■ TASK TO CARRY OUT:
Read through the listing and copy every line that contains the word "data".

■ SUPPLIED RECORDS:
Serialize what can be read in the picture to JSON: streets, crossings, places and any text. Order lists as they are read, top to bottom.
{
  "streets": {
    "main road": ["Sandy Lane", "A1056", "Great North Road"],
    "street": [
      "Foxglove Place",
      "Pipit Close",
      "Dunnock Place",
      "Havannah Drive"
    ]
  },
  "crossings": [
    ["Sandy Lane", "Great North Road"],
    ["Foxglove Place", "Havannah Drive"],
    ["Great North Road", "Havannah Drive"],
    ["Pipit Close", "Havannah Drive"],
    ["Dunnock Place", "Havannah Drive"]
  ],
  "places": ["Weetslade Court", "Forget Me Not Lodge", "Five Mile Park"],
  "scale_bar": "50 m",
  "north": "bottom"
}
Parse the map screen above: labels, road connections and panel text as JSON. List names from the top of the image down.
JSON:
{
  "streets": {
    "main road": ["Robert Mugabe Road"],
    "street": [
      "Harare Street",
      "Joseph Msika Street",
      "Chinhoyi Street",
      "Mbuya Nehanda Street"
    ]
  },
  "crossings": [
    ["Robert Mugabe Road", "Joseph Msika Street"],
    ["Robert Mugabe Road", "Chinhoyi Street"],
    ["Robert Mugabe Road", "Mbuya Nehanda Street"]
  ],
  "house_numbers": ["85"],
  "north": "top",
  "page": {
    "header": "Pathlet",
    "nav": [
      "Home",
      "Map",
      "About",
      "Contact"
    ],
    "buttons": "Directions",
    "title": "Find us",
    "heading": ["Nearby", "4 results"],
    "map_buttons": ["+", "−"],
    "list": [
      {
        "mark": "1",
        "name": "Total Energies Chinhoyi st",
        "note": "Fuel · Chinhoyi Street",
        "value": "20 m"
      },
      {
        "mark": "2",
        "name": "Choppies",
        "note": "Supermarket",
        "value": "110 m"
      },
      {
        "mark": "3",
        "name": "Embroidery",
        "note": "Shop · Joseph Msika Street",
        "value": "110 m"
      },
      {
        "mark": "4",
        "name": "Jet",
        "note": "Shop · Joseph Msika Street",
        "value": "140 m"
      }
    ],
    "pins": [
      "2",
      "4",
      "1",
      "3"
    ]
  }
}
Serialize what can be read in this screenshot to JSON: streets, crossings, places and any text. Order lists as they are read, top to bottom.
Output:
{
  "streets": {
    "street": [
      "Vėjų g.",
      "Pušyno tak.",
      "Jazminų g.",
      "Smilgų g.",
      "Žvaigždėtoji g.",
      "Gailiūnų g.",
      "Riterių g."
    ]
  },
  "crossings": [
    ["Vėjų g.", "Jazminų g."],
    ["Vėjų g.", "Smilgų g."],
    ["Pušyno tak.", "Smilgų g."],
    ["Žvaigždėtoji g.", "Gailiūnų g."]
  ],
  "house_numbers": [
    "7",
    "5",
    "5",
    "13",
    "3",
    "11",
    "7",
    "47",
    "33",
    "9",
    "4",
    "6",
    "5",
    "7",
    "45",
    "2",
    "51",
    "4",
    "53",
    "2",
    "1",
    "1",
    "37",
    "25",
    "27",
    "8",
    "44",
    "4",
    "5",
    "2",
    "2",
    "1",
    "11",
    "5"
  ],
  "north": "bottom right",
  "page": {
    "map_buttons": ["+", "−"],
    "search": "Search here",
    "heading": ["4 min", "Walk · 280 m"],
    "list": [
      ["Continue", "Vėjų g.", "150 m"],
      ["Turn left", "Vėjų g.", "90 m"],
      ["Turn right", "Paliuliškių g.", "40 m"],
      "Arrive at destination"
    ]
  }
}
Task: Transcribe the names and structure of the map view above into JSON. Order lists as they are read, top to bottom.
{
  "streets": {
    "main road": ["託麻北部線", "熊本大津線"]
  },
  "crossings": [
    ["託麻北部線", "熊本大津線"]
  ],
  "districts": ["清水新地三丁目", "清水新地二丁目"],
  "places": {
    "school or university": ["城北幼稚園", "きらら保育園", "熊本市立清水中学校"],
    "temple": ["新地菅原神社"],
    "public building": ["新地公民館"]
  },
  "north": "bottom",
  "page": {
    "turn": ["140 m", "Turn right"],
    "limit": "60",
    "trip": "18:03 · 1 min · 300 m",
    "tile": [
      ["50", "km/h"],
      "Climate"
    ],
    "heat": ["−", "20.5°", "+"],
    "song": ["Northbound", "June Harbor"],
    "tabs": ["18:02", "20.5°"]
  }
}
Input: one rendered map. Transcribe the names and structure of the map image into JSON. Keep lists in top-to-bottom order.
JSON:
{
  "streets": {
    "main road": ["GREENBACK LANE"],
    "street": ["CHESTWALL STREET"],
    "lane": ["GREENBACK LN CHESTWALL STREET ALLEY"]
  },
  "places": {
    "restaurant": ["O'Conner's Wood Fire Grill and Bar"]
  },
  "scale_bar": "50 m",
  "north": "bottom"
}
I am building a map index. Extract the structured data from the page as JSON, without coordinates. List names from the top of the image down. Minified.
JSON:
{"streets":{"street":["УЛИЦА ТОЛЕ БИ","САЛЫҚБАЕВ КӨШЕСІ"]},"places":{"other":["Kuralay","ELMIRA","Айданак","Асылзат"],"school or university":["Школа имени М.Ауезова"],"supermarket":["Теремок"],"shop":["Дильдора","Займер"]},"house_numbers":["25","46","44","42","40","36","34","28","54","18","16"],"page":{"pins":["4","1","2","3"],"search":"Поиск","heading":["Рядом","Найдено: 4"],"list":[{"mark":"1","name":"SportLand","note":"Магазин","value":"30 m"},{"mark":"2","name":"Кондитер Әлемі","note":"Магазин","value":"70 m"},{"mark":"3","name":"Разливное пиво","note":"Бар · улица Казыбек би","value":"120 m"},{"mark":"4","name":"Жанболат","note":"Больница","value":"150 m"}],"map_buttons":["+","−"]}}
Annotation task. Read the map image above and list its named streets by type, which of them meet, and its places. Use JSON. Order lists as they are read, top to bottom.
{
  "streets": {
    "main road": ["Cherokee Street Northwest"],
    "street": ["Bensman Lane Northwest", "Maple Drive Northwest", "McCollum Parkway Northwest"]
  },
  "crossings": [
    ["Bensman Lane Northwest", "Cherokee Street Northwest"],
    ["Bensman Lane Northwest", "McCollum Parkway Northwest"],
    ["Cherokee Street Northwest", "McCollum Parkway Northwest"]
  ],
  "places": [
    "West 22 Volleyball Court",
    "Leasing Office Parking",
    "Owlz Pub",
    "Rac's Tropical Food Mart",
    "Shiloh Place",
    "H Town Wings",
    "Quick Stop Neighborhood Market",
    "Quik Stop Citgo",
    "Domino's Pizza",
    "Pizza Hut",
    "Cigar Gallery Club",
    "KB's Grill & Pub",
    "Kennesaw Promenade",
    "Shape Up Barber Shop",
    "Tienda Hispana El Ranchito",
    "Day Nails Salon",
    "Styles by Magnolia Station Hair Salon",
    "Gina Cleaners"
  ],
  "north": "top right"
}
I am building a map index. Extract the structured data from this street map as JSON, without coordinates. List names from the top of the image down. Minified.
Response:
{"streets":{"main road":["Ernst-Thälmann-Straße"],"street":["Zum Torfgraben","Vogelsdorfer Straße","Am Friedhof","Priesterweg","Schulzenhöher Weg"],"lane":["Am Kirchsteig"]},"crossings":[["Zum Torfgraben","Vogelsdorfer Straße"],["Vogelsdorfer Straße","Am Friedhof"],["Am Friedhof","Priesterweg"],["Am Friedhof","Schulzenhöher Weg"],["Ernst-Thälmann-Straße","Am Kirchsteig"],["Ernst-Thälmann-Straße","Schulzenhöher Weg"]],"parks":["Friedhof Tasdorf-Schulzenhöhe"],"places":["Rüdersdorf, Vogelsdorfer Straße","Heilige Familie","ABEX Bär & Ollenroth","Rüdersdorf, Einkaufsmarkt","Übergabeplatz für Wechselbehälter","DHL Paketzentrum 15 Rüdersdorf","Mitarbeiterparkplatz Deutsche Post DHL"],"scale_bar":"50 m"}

■ RESULT:
I am building a map index. Extract the structured data from the page as JSON, without coordinates. List names from the top of the image down. Minified.
I am building a map index. Extract the structured data from this street map as JSON, without coordinates. List names from the top of the image down. Minified.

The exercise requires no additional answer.